→ **Collected data**
--- --- ---

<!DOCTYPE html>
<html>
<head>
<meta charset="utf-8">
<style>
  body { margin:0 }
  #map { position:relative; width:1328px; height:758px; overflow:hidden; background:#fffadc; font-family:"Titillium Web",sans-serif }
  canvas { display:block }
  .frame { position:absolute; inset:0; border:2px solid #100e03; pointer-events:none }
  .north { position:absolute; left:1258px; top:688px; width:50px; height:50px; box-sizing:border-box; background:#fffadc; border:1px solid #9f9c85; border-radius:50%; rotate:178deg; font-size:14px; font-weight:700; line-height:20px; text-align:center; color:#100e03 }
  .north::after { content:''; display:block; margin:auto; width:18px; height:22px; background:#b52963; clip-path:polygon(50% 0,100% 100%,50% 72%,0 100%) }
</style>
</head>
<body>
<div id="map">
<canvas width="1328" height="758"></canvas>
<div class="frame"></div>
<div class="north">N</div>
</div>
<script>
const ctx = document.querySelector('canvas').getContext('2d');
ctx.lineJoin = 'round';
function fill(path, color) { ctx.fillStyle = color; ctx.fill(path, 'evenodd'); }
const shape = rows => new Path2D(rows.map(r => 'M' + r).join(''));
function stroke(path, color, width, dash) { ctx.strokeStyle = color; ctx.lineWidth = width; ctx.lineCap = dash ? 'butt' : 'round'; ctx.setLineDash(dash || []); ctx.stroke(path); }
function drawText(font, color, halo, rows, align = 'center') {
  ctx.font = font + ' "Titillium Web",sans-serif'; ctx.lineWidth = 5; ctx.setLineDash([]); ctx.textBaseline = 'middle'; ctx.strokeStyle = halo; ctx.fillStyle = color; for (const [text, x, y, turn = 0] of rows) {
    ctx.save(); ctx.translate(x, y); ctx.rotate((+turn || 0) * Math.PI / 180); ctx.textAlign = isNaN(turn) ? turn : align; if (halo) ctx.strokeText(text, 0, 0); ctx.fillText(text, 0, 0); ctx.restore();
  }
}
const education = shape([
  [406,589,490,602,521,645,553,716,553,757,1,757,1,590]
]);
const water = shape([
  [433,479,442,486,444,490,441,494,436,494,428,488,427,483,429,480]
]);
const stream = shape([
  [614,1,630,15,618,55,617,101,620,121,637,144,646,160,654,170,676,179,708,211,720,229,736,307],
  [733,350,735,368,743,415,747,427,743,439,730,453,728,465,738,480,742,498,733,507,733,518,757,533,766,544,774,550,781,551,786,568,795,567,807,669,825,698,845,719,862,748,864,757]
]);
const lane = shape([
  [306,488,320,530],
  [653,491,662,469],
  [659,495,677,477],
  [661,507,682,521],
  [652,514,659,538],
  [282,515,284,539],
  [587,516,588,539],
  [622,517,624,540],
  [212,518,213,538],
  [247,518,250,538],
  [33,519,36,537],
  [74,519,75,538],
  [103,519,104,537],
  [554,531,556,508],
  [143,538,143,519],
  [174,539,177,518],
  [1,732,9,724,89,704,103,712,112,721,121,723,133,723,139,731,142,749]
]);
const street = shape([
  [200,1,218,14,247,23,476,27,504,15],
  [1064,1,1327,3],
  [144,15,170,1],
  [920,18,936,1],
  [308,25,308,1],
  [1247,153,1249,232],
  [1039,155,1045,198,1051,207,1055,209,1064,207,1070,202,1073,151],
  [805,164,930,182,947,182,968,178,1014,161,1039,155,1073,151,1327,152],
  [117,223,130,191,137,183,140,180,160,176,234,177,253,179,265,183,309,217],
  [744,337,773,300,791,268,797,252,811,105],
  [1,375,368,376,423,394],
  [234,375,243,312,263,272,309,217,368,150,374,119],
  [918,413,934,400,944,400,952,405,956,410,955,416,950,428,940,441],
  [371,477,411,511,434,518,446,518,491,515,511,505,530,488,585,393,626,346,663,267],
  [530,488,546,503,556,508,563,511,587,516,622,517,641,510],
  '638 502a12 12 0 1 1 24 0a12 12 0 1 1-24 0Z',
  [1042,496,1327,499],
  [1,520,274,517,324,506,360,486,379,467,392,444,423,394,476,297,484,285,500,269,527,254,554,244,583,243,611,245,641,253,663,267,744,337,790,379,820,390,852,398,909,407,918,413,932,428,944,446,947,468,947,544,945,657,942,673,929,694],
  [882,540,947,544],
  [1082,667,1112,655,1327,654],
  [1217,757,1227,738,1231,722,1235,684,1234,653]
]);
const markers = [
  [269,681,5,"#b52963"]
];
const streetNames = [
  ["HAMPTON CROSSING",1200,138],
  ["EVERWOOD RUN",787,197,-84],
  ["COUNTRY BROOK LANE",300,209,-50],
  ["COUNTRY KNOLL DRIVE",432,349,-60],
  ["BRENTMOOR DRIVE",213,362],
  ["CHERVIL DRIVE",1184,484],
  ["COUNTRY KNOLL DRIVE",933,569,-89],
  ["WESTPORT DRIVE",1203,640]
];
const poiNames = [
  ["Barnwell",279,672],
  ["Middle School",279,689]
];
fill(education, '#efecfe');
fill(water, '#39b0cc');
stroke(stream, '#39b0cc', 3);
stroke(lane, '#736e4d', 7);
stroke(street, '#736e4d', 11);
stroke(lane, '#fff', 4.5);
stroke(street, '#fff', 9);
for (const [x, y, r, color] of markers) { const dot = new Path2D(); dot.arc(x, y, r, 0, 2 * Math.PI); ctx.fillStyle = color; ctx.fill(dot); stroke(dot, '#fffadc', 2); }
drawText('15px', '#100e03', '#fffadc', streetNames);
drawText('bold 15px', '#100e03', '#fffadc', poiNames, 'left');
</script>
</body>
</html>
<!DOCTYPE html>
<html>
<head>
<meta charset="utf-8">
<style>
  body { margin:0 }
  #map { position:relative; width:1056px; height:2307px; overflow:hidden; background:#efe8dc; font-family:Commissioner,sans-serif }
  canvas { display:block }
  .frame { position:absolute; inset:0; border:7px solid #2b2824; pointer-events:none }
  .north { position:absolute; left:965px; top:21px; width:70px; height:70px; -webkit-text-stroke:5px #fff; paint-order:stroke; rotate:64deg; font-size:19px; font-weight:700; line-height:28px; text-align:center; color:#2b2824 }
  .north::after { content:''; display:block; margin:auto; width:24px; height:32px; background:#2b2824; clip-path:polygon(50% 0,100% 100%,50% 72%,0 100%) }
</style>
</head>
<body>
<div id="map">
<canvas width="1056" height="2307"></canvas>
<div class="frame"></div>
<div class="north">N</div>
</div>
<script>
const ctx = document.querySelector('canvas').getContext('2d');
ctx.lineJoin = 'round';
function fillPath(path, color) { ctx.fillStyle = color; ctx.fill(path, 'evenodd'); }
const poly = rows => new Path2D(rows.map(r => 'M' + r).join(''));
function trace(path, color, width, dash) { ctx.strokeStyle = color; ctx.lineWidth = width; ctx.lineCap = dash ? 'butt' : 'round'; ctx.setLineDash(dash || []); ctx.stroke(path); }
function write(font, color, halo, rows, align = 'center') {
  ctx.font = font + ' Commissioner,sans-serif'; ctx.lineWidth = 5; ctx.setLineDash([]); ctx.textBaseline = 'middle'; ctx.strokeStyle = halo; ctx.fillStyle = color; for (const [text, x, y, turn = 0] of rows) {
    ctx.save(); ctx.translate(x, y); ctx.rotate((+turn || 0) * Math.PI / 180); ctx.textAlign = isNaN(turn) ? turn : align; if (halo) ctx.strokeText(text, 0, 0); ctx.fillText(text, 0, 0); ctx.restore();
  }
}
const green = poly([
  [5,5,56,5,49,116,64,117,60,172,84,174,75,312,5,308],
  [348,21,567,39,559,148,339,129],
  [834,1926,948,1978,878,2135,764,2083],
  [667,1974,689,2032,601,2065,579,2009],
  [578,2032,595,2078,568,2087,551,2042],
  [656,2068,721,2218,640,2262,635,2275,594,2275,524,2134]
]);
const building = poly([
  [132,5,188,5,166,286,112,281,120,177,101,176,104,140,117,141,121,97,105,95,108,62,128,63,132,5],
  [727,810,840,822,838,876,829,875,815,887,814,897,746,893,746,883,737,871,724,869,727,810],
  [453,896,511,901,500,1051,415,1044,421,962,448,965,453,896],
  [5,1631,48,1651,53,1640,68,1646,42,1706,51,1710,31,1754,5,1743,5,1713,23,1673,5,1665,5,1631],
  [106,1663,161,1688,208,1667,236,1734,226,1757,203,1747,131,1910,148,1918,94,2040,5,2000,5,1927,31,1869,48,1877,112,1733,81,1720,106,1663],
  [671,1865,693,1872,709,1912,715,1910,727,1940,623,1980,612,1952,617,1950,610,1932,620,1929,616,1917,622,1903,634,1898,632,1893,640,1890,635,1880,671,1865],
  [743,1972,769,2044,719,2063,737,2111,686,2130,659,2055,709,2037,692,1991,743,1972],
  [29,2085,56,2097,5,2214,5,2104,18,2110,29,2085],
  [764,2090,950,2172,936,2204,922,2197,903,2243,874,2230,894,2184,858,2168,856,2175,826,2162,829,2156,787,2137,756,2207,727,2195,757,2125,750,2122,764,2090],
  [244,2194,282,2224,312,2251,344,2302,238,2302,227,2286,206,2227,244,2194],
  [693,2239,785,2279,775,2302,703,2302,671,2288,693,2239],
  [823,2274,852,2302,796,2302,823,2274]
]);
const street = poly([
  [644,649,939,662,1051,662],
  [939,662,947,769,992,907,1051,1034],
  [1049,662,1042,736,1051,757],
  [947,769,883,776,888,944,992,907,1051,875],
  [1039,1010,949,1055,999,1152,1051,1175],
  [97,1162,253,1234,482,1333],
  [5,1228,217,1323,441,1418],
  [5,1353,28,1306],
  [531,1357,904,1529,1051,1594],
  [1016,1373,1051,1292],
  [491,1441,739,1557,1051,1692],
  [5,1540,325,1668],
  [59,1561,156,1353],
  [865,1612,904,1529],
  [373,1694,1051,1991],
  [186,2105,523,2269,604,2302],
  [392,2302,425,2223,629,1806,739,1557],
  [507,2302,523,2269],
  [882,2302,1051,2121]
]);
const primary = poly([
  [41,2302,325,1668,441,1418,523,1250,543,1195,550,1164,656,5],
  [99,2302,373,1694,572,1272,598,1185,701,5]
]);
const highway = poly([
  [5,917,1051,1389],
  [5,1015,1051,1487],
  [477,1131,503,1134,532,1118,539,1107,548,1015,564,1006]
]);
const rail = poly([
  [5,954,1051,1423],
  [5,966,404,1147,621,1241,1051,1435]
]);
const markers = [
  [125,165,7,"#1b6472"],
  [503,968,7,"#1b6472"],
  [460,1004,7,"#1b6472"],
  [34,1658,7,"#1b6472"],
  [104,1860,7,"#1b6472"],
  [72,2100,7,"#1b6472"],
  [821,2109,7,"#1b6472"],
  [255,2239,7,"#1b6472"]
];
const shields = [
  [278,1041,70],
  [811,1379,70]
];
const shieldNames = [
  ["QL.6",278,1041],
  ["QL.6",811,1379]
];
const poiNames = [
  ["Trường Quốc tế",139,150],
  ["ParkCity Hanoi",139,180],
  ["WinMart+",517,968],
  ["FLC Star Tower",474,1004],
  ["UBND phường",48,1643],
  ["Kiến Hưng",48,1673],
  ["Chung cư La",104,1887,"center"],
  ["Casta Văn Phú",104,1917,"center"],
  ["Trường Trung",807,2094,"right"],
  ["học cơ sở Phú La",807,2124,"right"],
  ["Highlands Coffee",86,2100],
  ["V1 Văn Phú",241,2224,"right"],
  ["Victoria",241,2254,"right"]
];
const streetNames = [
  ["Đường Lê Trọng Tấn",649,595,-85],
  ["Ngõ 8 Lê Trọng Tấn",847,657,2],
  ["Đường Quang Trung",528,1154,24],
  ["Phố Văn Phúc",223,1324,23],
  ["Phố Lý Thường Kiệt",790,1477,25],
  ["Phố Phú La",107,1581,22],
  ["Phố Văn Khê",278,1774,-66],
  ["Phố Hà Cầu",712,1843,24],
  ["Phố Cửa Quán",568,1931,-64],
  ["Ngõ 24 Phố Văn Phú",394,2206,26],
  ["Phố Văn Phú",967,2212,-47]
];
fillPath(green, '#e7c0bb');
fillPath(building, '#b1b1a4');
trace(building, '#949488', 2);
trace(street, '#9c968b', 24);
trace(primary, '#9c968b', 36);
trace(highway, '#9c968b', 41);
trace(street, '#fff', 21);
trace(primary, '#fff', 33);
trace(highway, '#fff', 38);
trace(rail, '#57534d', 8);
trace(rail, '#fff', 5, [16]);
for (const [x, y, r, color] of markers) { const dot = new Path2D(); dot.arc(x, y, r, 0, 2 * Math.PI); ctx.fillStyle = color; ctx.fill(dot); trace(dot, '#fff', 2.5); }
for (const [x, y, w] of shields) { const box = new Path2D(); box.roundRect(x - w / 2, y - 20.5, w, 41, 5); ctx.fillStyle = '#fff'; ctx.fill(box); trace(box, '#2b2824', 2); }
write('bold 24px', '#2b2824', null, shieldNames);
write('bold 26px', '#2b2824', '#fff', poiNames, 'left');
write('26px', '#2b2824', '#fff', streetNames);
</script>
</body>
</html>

--- --- ---

→ **EXERCISE OBJECTIVE**
Which lines in the records contain the word "evenodd"? Copy each one.

→ **OUTPUT OF THE EXERCISE**
function fill(path, color) { ctx.fillStyle = color; ctx.fill(path, 'evenodd'); }
function fillPath(path, color) { ctx.fillStyle = color; ctx.fill(path, 'evenodd'); }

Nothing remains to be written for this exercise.